> **THE INPUT**

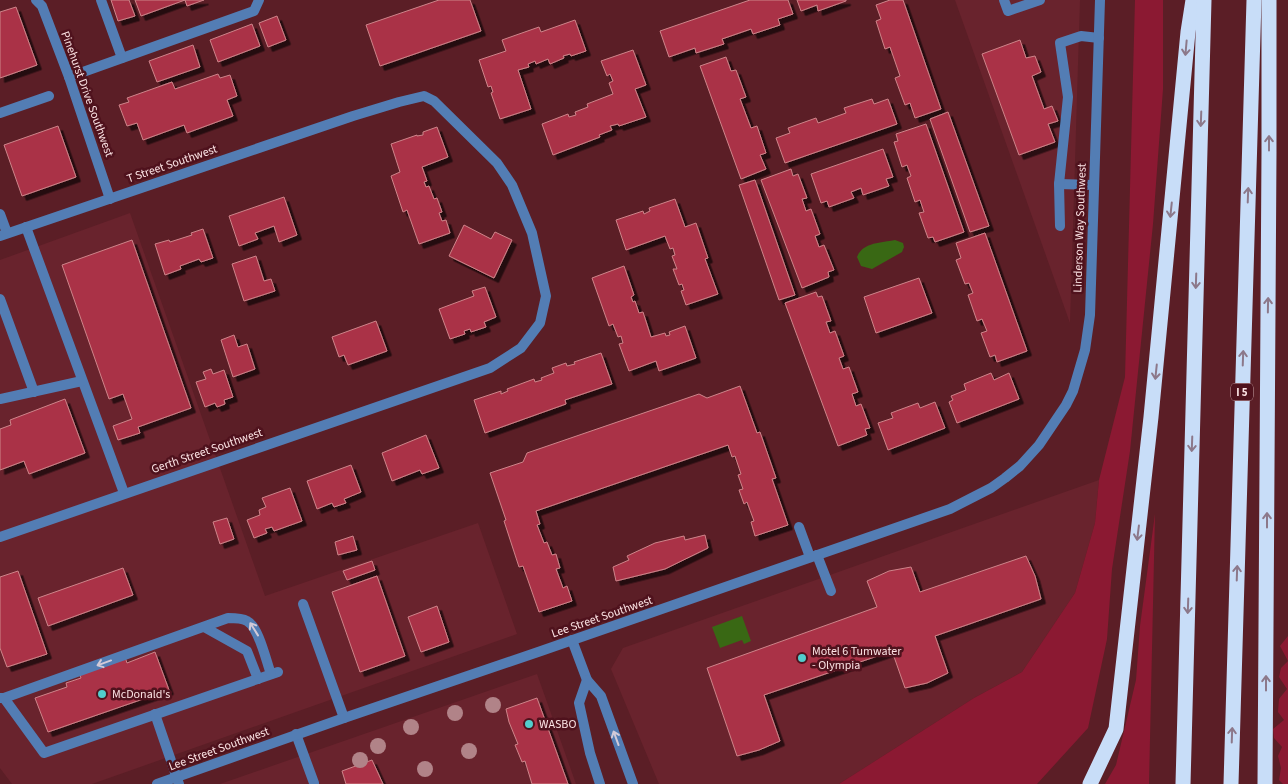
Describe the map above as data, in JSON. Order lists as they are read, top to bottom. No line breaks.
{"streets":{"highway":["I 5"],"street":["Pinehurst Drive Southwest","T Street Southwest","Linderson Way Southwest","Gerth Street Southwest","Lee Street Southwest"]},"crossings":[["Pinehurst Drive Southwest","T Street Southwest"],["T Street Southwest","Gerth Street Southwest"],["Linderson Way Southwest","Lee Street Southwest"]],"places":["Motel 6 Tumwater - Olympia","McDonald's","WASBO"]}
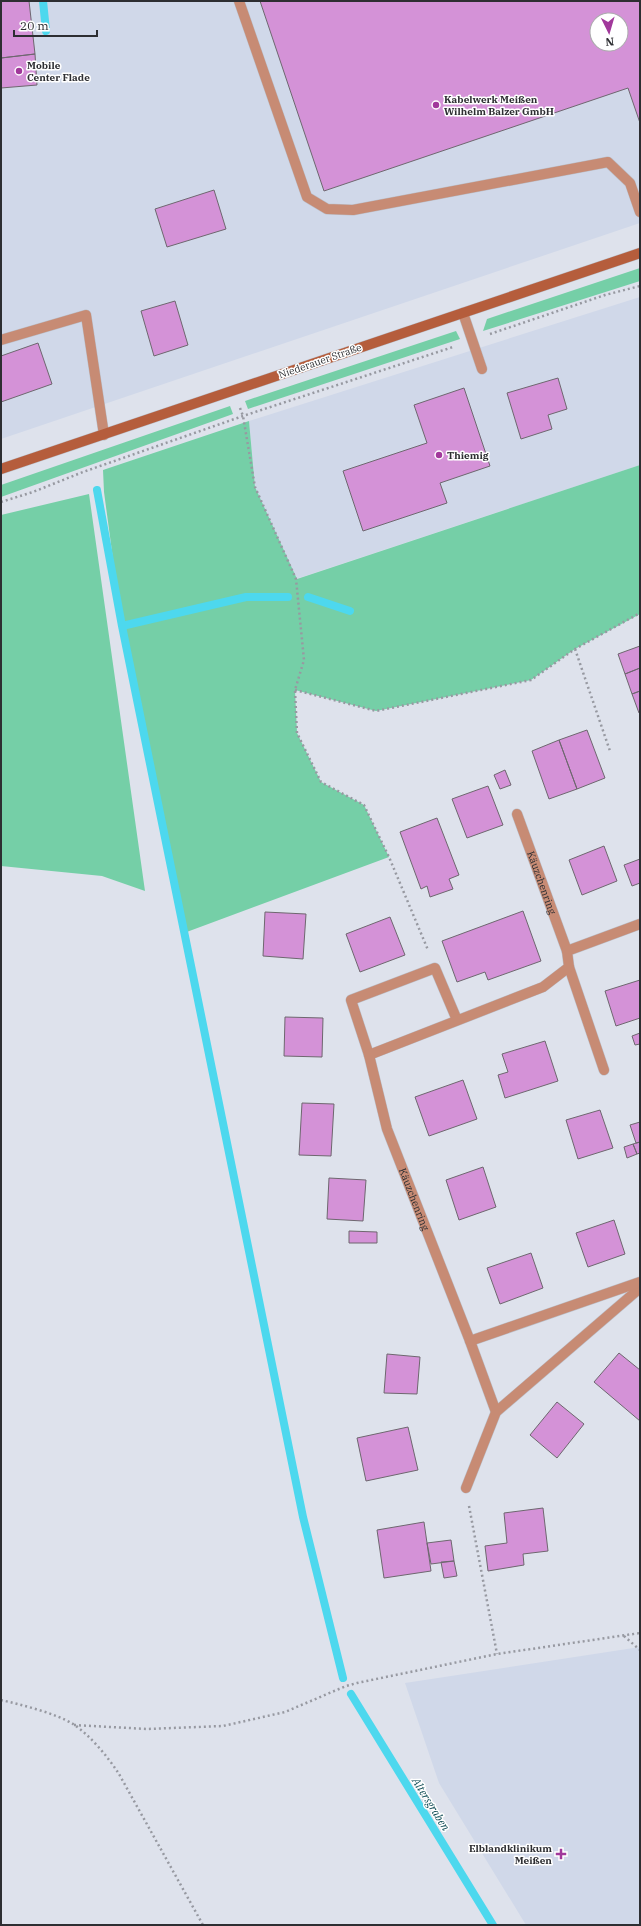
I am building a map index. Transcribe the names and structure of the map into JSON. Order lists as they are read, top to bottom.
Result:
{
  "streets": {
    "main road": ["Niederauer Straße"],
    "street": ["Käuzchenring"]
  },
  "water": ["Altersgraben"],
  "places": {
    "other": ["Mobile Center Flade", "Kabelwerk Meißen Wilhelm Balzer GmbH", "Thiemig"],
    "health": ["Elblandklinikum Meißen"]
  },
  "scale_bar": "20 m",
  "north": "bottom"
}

> **WHAT TO PRODUCE**
Your task is to write out, exactly, the line that contains "I am building" and each line after it to the end of the data, with no other lines.

> **SOLUTION TO THE PROBLEM**
I am building a map index. Transcribe the names and structure of the map into JSON. Order lists as they are read, top to bottom.
Result:
{
  "streets": {
    "main road": ["Niederauer Straße"],
    "street": ["Käuzchenring"]
  },
  "water": ["Altersgraben"],
  "places": {
    "other": ["Mobile Center Flade", "Kabelwerk Meißen Wilhelm Balzer GmbH", "Thiemig"],
    "health": ["Elblandklinikum Meißen"]
  },
  "scale_bar": "20 m",
  "north": "bottom"
}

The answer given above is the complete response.